In Genesis 1:26 and 3:22, why does God refer to Himself in the plural?

In Genesis 1:26 and 3:22, why does God refer to Himself in the plural?

In Genesis 1:26 “Then God said, ‘Let us make man in our image, in our likeness, and let them rule over the fish of the sea and the birds of the air, over the livestock, over all the land, and over all the animals that move along the ground,'”

“And the LORD God said, ‘The man has now become like one of us,'” Genesis 3:22 says. There are other passages in the Old Testament where God refers to Himself in the plural. It’s also worth noting that Elohim, one of God’s principal titles in the Old Testament (appearing over 2,500 times), is plural.

Some have used these scriptures to argue that there are several Gods. However, we can rule out polytheism (belief in multiple gods) because it contradicts numerous other Scriptures that claim God is one and there is only one God. In Isaiah 45, God says three times, “I am the LORD, and there is none else; there is no God save Me” (Vv. 5, 6, 18).

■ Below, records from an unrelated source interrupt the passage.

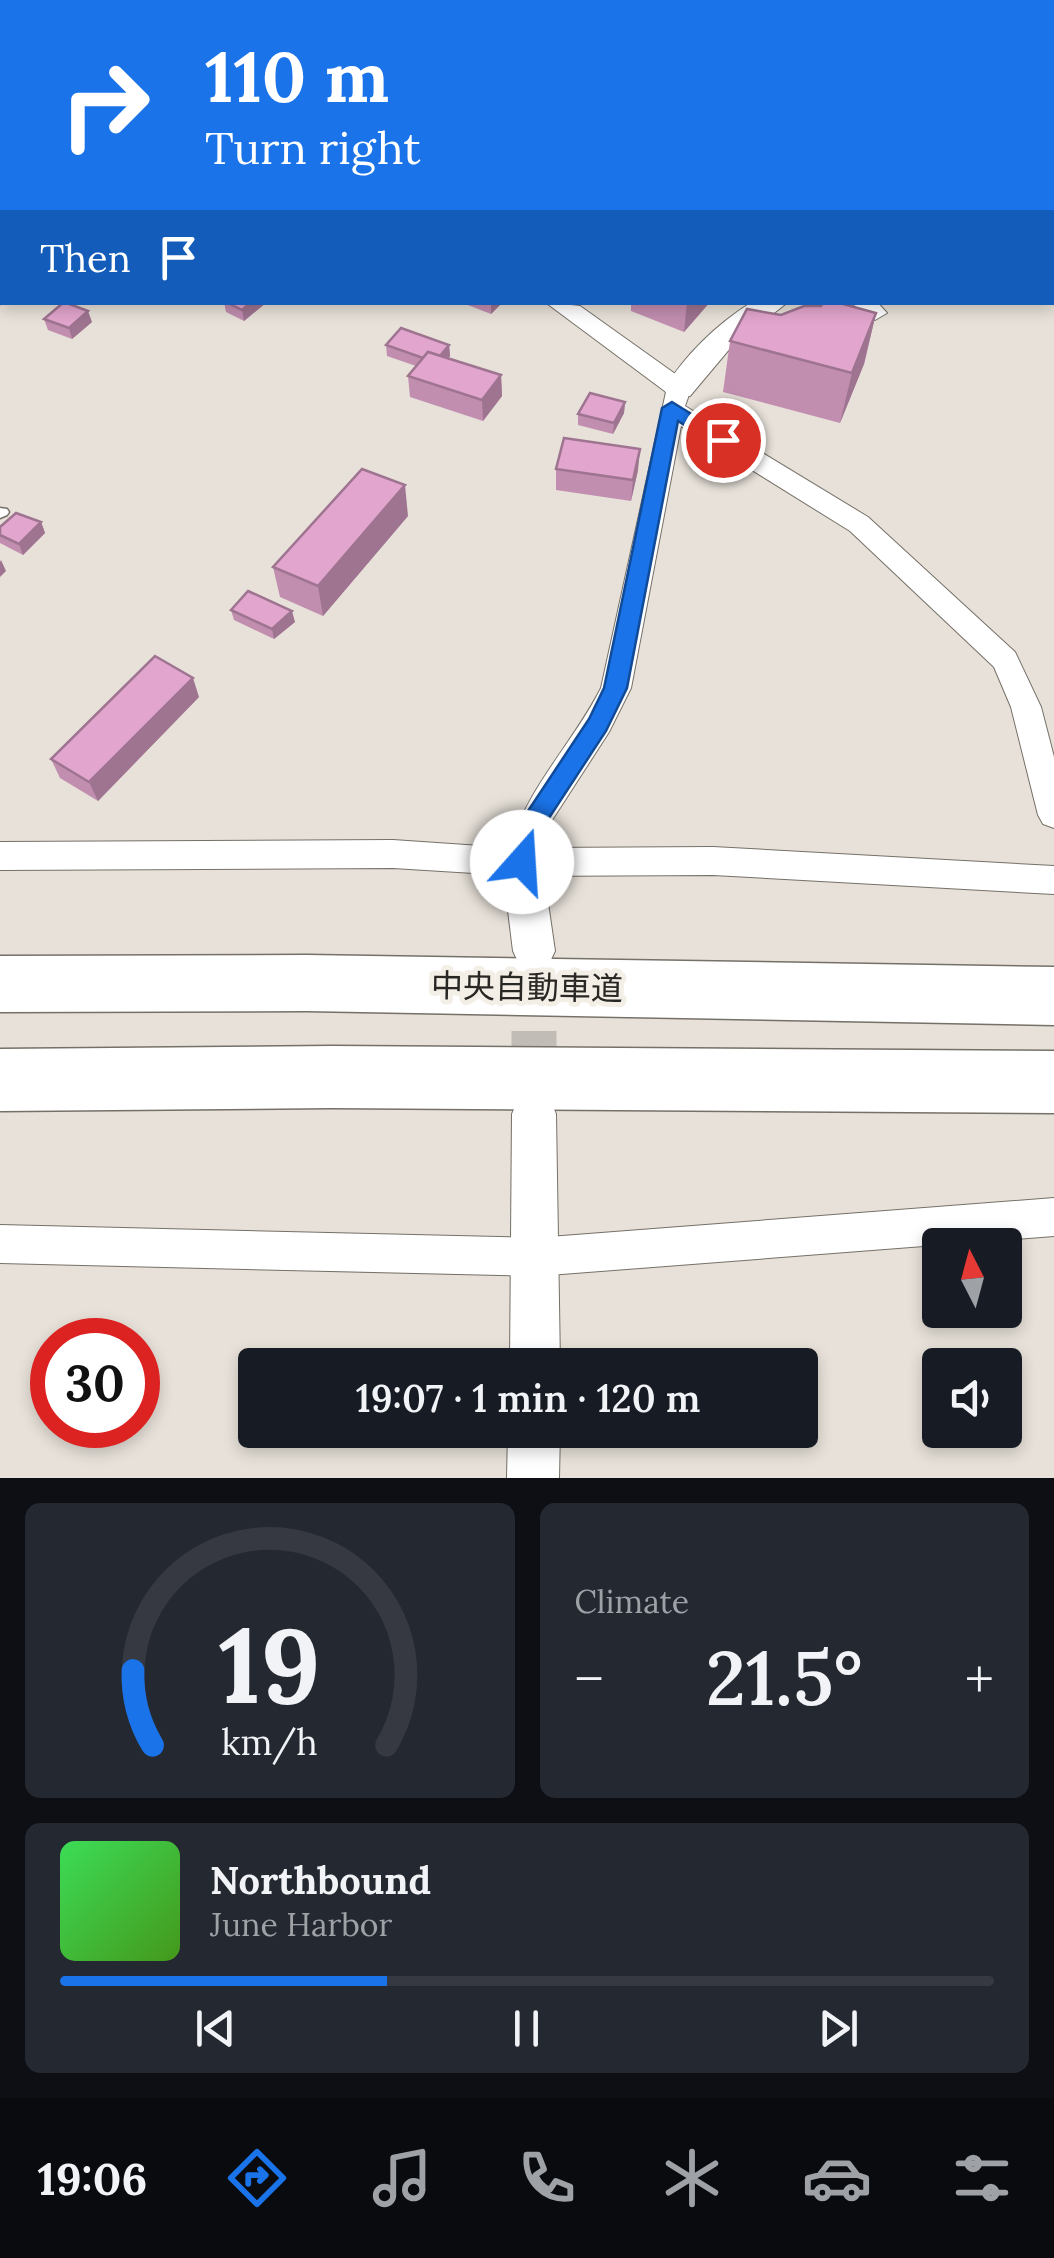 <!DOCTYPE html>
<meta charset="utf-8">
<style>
body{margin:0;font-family:Lora,"Noto Sans JP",serif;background:#242831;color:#f1f3f6;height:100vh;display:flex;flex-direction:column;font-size:38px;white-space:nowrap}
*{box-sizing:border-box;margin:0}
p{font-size:32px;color:#9ea1a6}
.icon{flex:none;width:55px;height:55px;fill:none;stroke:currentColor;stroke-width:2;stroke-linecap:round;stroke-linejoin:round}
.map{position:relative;height:1478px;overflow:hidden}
.sheet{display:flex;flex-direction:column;gap:25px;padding:25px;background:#0d0f14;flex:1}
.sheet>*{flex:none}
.banner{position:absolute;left:0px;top:0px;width:1055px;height:305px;box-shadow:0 5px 15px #0003;background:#1a73e8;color:#fff;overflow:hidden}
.needle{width:65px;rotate:354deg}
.controls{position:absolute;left:922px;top:1228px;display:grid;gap:20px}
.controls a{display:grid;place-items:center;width:100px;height:100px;border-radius:10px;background:#171b24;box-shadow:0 5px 15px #0003;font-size:50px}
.speed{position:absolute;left:30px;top:1318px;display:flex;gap:20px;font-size:50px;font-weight:700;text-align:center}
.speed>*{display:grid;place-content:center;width:130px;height:130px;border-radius:50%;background:#171b24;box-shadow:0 5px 15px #0003;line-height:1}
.speed .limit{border:15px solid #d22;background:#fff;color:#111}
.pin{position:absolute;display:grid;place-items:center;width:85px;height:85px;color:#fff;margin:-42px;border:5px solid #fff;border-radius:50%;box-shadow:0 2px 10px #0007}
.me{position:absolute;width:110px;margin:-55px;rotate:19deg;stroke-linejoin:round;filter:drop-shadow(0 0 8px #0008)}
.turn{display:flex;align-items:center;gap:35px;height:210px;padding:0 40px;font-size:45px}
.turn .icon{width:130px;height:130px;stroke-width:2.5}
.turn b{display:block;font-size:70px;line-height:85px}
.then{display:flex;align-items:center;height:95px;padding:0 40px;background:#0003;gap:20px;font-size:38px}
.big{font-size:75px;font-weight:600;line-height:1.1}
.sheet .widget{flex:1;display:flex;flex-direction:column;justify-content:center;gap:15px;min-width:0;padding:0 35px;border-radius:15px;background:#242831}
.sheet .dial{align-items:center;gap:0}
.dial svg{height:260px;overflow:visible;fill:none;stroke:#363941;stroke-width:7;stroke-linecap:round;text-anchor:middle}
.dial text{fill:#f1f3f6;stroke:none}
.song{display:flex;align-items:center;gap:30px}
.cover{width:120px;height:120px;border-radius:15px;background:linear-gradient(135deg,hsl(130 70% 55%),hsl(100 70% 35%))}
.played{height:10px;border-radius:5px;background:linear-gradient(90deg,#1a73e8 35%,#363941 35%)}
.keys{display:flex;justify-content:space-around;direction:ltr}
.heat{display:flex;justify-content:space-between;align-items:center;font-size:55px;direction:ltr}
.sheet .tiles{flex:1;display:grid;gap:25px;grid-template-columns:1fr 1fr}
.widget:last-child{grid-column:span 2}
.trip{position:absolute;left:238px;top:1348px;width:580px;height:100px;border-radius:10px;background:#171b24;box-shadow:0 5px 15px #0003;font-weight:600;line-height:100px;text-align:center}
.tab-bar{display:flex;height:160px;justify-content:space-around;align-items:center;background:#090b0e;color:#9ea1a6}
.tab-bar .icon{width:70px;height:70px}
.tab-bar .active{color:#1a73e8}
.tab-bar b{font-size:45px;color:#f1f3f6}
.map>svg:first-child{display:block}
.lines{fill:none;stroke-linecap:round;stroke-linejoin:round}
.tertiary-tunnel{stroke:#c1bcb5;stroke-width:45;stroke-dasharray:45 22;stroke-linecap:butt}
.service-casing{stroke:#757068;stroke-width:3}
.minor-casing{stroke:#757068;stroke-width:2}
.tertiary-casing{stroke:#757068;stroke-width:2}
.motorway-casing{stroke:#757068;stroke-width:3}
.service{fill:#fff;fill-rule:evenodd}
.minor{fill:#fff;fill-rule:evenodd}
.tertiary{fill:#fff;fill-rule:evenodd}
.motorway{fill:#fff;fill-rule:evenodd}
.wall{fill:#c28eb0}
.shaded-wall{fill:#9e7490}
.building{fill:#e2a5cd;stroke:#9e7490;stroke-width:2.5}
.route{fill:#1a73e8;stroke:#114b97;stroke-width:2.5}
.labels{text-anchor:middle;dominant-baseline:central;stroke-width:10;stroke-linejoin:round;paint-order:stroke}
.street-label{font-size:32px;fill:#292724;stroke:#f4efe6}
</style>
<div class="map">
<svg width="1054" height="1478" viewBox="0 0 1054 1478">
<rect width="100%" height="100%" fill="#e7e1d9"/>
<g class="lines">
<polyline class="tertiary-tunnel" points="534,964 534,1099"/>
<defs>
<polygon id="service" points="0,508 7,509 9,512 7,515 0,518"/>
<g id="minor">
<polygon points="605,0 629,0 630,2 607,2"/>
<polygon points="684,0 707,0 708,2 686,2"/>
<polygon points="844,0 864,0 865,2 846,2"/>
<polygon points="0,81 2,82 2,94 0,93"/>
<rect x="1052" y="97" width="2" height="14"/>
<path d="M 545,302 L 580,306 L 688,383 L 691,389 L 685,406 L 868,517 L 1015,652 L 1041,707 L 1054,757 L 1054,828 L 1043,824 L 1038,815 L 1011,707 L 994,667 L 850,531 L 681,426 L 631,688 L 609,732 L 547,828 L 542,848 L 713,847 L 1054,866 L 1054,894 L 713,875 L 522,876 L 393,868 L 0,870 L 0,842 L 393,840 L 510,848 C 526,789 574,742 601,688 L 666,392 Z"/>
<polygon points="851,302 877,302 887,313 875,320 867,318"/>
<polygon points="1054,1198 1054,1236 536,1276 0,1263 0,1225 536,1238"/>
</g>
<g id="tertiary">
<rect x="1052" y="260" width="2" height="18"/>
<path d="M 752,302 L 788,302 L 732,346 L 690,396 L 668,396 L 664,389 C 686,354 717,324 752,302 Z"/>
<polygon points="522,845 536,850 542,862 555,951 549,964 534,970 519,964 513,951 502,862 508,850"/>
<polygon points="534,1092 550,1099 556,1114 560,1365 510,1365 512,1114 518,1099"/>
<polygon points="508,1430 560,1430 559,1478 507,1478"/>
</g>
<g id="motorway">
<polygon points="307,955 1054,967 1054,1025 307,1011 0,1012 0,956"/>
<polygon points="332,1046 1054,1051 1054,1113 332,1108 0,1111 0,1049"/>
</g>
</defs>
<use href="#service" class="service-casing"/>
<use href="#minor" class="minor-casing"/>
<use href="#tertiary" class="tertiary-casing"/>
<use href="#motorway" class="motorway-casing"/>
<use href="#service" class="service"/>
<use href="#minor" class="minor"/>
<use href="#tertiary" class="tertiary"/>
<use href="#motorway" class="motorway"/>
</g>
<g class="wall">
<polygon points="224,302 267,302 244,321 226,312"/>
<polygon points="460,302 503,302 491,314"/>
<polygon points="631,302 710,302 684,332 631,311"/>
<polygon points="876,313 864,364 840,423 723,392 730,341 781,315"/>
<polygon points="44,319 92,322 72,339 48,330"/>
<polygon points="386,345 449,345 450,356 448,358 501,375 502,396 483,421 410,397 408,376 416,366 387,356"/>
<polygon points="625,402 624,413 613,434 578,425 578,414"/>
<polygon points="556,469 638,470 631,501 556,490"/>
<polygon points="408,516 323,616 280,597 273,567"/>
<polygon points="41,522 45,533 23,555 0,543 0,527"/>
<polygon points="231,610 295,622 274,639 234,620"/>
<polygon points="199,697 98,801 60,778 51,759"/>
</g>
<g class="shaded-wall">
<polygon points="2,288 3,302 0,306 0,290"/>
<polygon points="251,302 267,302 244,321 242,310"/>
<polygon points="491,302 503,302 491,314"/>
<polygon points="687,302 710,302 684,332"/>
<polygon points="88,311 92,322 72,339 69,328"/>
<polygon points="876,313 864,364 840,423 852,373"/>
<polygon points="449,345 450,356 435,373 434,362"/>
<polygon points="501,375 502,396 483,421 482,400"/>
<polygon points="625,402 624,413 613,434 614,423"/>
<polygon points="640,449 638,470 631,501 633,480"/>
<polygon points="405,485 408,516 323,616 318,586"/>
<polygon points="41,522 45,533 23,555 19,544"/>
<polygon points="1,560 6,571 0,577 0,562"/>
<polygon points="292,611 295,622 274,639 272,629"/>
<polygon points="193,678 199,697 98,801 89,782"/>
</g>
<g class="building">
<polygon points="64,302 88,311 69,328 44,319"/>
<polygon points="226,302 251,302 242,310"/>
<polygon points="823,302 836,302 876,313 852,373 730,341 747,309 781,315 804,306 821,306"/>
<polygon points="401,328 449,345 440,356 428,352 423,358 386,345"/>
<polygon points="428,352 501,375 482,400 408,376"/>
<polygon points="590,393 625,402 614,423 578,414"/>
<polygon points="564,438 640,449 633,480 556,469"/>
<polygon points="362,469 405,485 318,586 273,567"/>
<polygon points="16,513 41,522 19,544 0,535 0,527"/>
<polygon points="248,591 292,611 272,629 231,610"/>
<polygon points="155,656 193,678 89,782 51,759"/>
</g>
<polygon class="route" points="672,402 733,440 730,445 716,445 678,421 627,688 606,731 543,827 531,870 522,873 514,870 510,862 524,817 589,719 604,688 662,408"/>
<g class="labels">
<g class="street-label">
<text transform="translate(527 987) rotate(1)">中央自動車道</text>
</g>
</g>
</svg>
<div class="controls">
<a><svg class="needle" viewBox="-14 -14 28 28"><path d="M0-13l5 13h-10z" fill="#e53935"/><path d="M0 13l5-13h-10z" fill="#9ea1a6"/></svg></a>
<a><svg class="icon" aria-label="sound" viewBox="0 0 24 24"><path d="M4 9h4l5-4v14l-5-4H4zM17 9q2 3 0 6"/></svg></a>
</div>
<div class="speed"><div class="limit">30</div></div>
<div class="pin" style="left:723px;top:440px;background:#d93025"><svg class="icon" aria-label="arrive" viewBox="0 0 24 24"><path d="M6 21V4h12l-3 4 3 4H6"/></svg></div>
<svg class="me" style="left:522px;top:862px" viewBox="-20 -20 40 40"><circle r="19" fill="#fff"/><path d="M0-13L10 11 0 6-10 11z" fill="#1a73e8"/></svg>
<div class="trip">19:07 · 1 min · 120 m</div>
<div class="banner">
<div class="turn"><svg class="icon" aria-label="right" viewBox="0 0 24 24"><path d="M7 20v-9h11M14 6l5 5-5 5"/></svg><div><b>110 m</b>Turn right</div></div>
<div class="then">Then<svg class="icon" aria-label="arrive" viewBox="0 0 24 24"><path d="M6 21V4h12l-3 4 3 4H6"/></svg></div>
</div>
</div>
<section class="sheet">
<div class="tiles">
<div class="widget dial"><svg viewBox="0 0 100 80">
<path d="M14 69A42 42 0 1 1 86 69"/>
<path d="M14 69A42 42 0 0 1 8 46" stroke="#1a73e8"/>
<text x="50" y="56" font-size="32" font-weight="700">19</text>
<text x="50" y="72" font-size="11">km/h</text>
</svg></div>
<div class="widget"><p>Climate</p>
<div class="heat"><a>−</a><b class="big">21.5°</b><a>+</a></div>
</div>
<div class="widget">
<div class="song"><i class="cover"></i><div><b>Northbound</b><p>June Harbor</p></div></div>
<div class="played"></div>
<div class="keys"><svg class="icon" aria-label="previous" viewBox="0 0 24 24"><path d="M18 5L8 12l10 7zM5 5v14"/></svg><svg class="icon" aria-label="pause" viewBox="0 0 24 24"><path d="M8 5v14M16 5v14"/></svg><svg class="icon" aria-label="next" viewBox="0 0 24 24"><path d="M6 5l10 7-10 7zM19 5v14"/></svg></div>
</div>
</div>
</section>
<nav class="tab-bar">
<b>19:06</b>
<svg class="icon active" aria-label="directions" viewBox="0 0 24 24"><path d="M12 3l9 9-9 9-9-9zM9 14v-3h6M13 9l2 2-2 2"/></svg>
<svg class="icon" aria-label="music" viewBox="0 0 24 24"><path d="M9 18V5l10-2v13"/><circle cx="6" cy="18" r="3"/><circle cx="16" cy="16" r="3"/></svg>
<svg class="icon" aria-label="phone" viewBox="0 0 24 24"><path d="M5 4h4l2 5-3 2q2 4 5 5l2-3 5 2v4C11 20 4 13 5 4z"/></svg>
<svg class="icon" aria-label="climate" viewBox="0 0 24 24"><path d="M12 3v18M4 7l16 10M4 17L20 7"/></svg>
<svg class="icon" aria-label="car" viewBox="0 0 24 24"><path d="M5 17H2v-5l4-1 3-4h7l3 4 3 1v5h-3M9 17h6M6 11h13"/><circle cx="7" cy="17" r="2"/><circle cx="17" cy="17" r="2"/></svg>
<svg class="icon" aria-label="filters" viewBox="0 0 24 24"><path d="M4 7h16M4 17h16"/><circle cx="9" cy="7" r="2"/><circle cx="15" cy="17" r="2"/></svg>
</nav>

Another possible interpretation for God’s use of the plural for Himself is that God was including the angels in his statement. When God said “us” and “our,” he was referring to the entire celestial host, including himself. The Bible, on the other hand, makes no mention of angels having the same “image” or “likeness” as God (see Genesis 1:26). That description is limited to mankind.

Because the Bible, particularly the New Testament, depicts God as a Trinity (three individuals but only one God), Genesis 1:26 and 3:22 can only illustrate a debate inside the Trinity. God the Father is having a “conversation” with God the Son and God the Holy Spirit. The Old Testament refers to God’s plurality, but the New Testament confirms this plurality through Trinity doctrine. We don’t entirely understand how this works, but God has given us enough proof to know that He exists in three Persons: Father, Son, and Holy Spirit.